Son of Sin
Omar Sakr (Affirm Press, available now)
Son of Sin is our First Book Club pick for March—Stay tuned for features on our website and podcast throughout the month!
Son of Sin, the debut novel by award-winning poet Omar Sakr, is the coming-of-age story of Jamal Smith, a young queer Arab man raised in a tight-knit but disadvantaged community in Sydney’s west. Jamal is the child of a mother who struggles with addiction and an absent father, but is constantly surrounded by members of his extended family.
This novel features a large cast of characters, and at times it can be difficult to keep track of the cousins, aunts, uncles and assorted others. However, as a person from a large family, this sense of endless relatives rings true.
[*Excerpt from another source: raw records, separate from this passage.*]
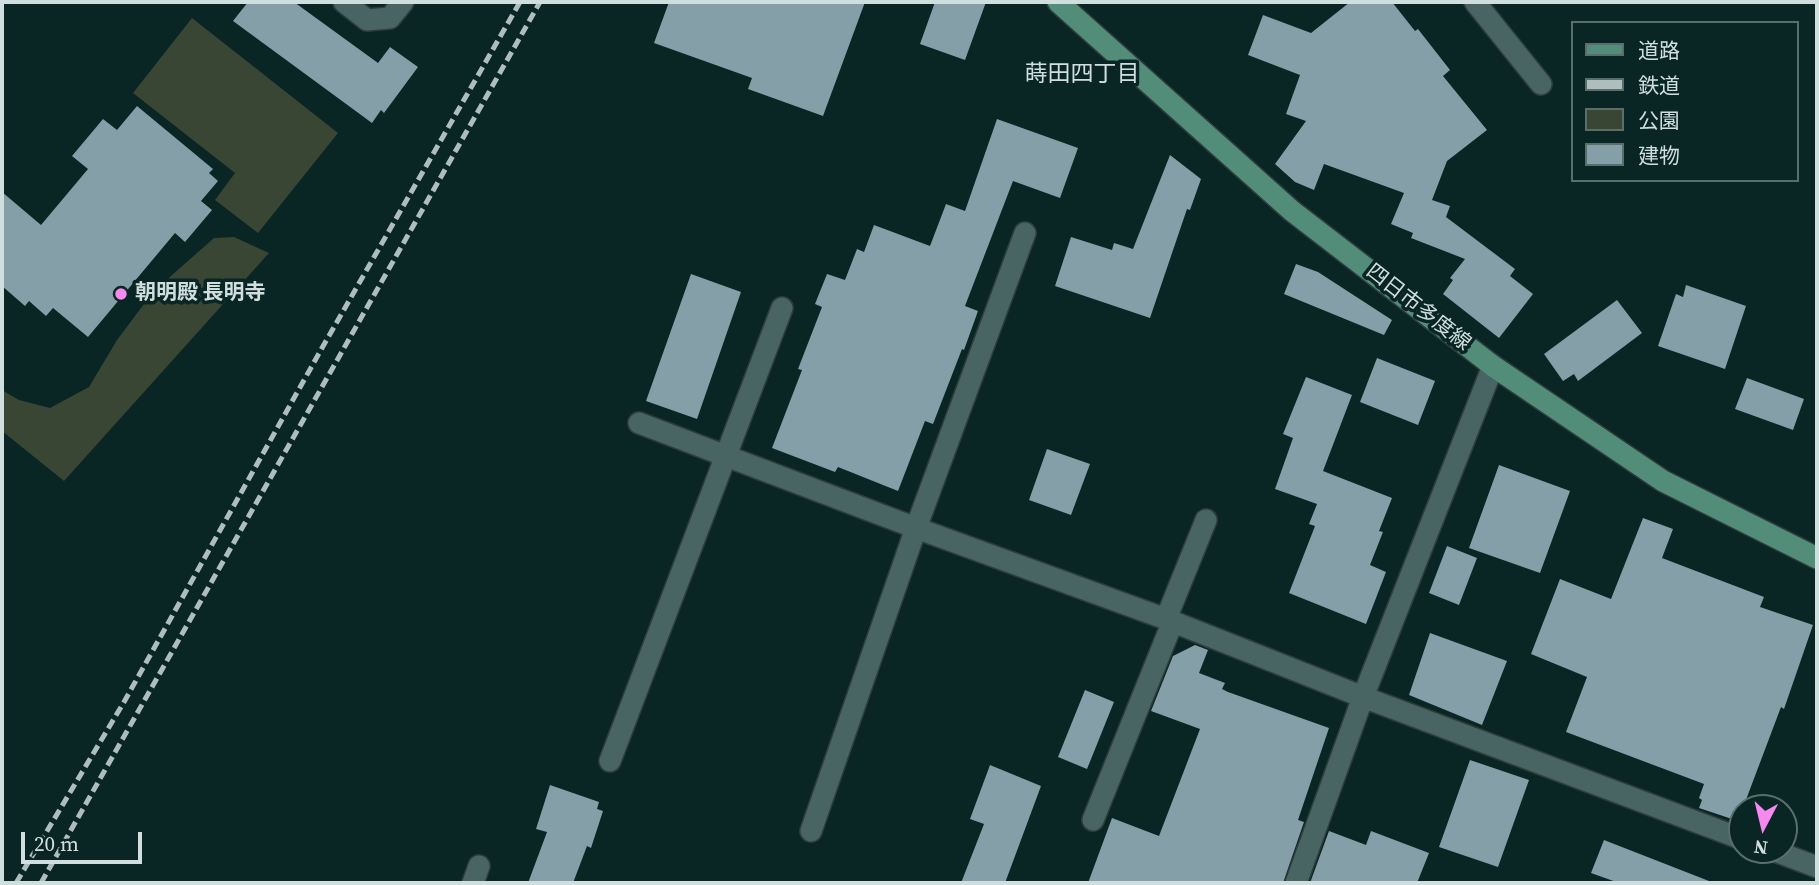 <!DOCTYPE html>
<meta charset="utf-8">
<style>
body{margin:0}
#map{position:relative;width:1819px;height:885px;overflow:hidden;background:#092524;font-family:"Source Serif 4","Noto Sans JP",serif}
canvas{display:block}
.frame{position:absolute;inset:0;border:4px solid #d0dfde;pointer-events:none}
.legend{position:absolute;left:1571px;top:21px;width:228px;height:161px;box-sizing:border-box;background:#092524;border:2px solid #596f6e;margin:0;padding:9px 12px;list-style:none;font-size:21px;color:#d0dfde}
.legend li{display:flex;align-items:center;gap:14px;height:35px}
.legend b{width:35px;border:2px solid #596f6e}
.north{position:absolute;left:1728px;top:794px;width:70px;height:70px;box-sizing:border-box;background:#092524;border:2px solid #596f6e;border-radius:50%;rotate:187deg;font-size:19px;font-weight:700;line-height:28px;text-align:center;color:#d0dfde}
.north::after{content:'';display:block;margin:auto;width:24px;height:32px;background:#f689ee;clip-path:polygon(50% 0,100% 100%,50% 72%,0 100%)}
.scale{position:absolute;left:21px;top:832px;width:121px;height:32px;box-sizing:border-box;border:4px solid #d0dfde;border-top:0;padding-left:9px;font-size:21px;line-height:24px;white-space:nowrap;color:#d0dfde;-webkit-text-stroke:5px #092524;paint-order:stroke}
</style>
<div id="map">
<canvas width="1819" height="885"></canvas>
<div class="frame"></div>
<ul class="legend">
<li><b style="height:9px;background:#528d79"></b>道路</li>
<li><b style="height:9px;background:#adbebd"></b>鉄道</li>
<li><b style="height:19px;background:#394634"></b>公園</li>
<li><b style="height:19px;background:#849fa8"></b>建物</li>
</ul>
<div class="north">N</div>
<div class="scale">20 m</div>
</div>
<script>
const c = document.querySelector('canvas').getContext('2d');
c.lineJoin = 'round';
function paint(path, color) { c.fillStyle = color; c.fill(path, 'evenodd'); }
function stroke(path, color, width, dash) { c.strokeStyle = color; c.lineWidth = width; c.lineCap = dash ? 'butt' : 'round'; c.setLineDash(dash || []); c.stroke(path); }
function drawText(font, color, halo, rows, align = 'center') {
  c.font = font + ' "Source Serif 4","Noto Sans JP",serif'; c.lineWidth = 7; c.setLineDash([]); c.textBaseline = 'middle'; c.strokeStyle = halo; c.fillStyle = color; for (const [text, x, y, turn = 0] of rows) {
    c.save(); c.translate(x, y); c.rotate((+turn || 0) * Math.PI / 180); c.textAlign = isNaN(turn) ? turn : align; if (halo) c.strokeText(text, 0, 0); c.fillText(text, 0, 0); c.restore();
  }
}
paint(new Path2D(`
 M192,18L338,133L258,233L215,200L235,173L133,93Z
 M234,237L269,253L64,481L2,431V390L19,400L50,408L89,387L117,340L147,300L172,275L214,238Z`), '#394634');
paint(new Path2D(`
 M248,2H294L378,63L390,47L418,67L384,113L381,110L372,123L233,21Z
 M669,2H865L823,116L748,89L752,78L654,43Z
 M935,2H986L965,60L920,44Z
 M1350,2H1392L1415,31L1418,29L1450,70L1443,76L1487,130L1447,161L1432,200L1450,206L1446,217L1515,269L1510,276L1533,294L1499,338L1443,294L1453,280L1450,278L1465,259L1411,238L1413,233L1391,224L1404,193L1324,164L1314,190L1295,182L1275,164L1306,121L1286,114L1300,75L1248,55L1263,15L1311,33Z
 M137,106L213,169L209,173L218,181L201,201L212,210L185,242L175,233L88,337L53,308L46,316L29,301L25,306L2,286V192L41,225L88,169L72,156L103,119L117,130Z
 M997,119L1078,148L1060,198L1013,181L965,306L978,311L964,350L962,349L933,424L925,421L898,491L838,467L835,472L772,448L802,370L798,369L822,307L815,304L827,274L845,280L857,249L864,252L874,225L930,246L946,204L965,211Z
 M1170,155L1201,179L1190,210L1187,209L1150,318L1055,286L1071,237L1112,250L1114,243L1133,249Z
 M1296,264L1318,272L1392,320L1384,335L1284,294Z
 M691,274L741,292L697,419L646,401Z
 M1686,285L1746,306L1725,369L1658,346L1676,294L1683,297Z
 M1617,300L1642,333L1578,381L1574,374L1563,381L1544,354Z
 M1377,358L1435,381L1418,425L1360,402Z
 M1306,377L1352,395L1323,471L1392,498L1379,531L1383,532L1370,565L1386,572L1366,624L1289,593L1315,526L1309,524L1317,504L1275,489L1293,438L1283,434Z
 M1747,378L1804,399L1793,430L1735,409Z
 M1047,449L1090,464L1071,515L1029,500Z
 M1499,465L1570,491L1540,573L1469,548Z
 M1643,518L1673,529L1662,558L1764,597L1760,607L1813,625L1784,709L1781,707L1738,821L1699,808L1702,800L1699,798L1704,784L1566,732L1587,677L1531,654L1560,579L1611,599Z
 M1447,546L1477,558L1459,605L1429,593Z
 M1430,633L1507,661L1482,725L1409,695Z
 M1195,645L1208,650L1199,673L1225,683L1222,689L1228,692L1329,728L1298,820L1304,822L1283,883H1088L1112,818L1159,836L1200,729L1151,711L1173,656Z
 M1085,690L1114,702L1087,769L1058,757Z
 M1470,760L1529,780L1498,867L1439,847Z
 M990,765L1041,786L1005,883H961L984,824L970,819Z
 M550,785L599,802L597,809L603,811L591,848L587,846L573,883H528L547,832L536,829Z
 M1329,831L1366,845L1371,831L1429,853L1417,883H1310Z
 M1604,840L1709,881V883H1619L1591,873Z`), '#849fa8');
const street = new Path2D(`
 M344,2L367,20L390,18L403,2
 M1475,2L1541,84
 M639,423L916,528L1166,619L1363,697L1742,839
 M1166,619L1206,520
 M610,761L782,308
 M1093,820L1173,621
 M811,831L916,528L1025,233
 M1772,850L1817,867
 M473,883L479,866
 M1296,883L1363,697L1493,366`);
const primary = new Path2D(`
 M1058,2L1292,211L1493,366L1663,481L1817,558`);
stroke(street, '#2e3c3b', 24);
stroke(primary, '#2e3c3b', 24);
stroke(street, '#486463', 21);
stroke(primary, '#528d79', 21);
stroke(new Path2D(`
 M16,883L124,702L322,348L520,2
 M41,883L540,2`), '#adbebd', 5, [10, 5]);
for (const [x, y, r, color] of [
 [121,294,7,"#f689ee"]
]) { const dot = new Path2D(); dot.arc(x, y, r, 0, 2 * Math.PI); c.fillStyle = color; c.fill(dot); stroke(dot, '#092524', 2.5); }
drawText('bold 21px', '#d0dfde', '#092524', [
 ["朝明殿 長明寺",135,294]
], 'left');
drawText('21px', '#d0dfde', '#092524', [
 ["四日市多度線",1418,308,38]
]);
drawText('23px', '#d0dfde', '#092524', [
 ["蒔田四丁目",1082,75]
]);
</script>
Sakr alludes to the idea that the neighbourhoods filled with various relations are more meaningful than just having family nearby—at one point Jamal wonders, ‘if a map of Lebanon’s villages before the war would match where families had ended up in Sydney, if they had unconsciously replicated a way of being that no longer existed.’ Here, and throughout the book, Sakr reflects on the fact that humans are creatures of habit, in the way they build communities, and in the moral standards they uphold for those communities. In Son of Sin toxic masculinity and homophobia are upheld by people because they feel like it’s what’s expected of them. Jamal is a study in what can become of a person who has been alienated from a tight-knit community for illogical reasons.
Sakr captures the complexities and darkness of a queer youth in which acceptance is hard-won, if present at all.
There is a lot of ugliness in this novel, and Sakr painstakingly depicts the strange tension of adolescent homophobia. Early in the novel, Jamal and his friends find pornography belonging to one boy’s father. They watch the video ‘intently, carefully spaced out around … wherever they could contort themselves into seeing the screen, all of them jerking off and yelling, Don’t look bro, don’t look bro, don’t be gay!’ Jamal finds himself mesmerised by both the woman and the man, ‘unable to look away from the screen, unable to touch himself’ in what is both a revelation and a realisation that his queerness is a secret he may never be able to reveal.
This queer coming-of-age story brings a contemporary reframing of the themes and ideas seen in the works of authors like Christos Tsiolkas, and anyone who is a fan of Tsiolkas should make room on their TBR pile for Son of Sin. But what characterises this novel perhaps more than its plot or its themes is Sakr’s beautiful prose. Each sentence is infused with poetry, and not to the detriment of the book as a longer work. With this novel, Sakr captures the complexities and darkness of a queer youth in which acceptance is hard-won, if present at all.